WORK ITEM —
Within the material below, filter for lines that hold the word "lists".

RECORDS PROVIDED —
##############################

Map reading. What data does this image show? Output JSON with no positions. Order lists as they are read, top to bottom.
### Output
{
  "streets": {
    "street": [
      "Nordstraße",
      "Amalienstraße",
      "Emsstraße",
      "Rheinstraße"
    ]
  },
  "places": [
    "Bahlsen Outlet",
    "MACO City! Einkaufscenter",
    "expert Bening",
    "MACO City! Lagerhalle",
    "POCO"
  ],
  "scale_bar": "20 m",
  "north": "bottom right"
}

##############################

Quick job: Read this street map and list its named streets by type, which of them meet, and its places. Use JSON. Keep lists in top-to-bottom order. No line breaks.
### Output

##############################

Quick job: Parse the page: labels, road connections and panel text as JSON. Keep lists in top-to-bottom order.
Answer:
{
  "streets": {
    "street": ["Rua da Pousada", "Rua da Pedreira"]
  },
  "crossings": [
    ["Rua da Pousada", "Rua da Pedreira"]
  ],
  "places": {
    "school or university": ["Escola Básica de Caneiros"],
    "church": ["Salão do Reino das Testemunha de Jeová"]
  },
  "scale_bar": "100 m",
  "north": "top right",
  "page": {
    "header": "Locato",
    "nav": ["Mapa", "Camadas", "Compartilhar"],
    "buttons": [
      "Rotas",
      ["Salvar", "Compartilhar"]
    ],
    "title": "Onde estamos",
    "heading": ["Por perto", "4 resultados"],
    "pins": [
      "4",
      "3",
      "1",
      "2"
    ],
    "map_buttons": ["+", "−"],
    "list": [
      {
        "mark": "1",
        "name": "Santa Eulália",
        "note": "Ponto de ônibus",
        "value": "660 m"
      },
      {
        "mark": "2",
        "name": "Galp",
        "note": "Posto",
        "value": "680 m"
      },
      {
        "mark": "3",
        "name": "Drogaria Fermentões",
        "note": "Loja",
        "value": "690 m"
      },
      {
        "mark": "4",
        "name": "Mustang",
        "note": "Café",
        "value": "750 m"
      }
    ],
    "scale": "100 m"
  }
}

##############################

PROBLEM SOLUTION —
Map reading. What data does this image show? Output JSON with no positions. Order lists as they are read, top to bottom.
Quick job: Read this street map and list its named streets by type, which of them meet, and its places. Use JSON. Keep lists in top-to-bottom order. No line breaks.
Quick job: Parse the page: labels, road connections and panel text as JSON. Keep lists in top-to-bottom order.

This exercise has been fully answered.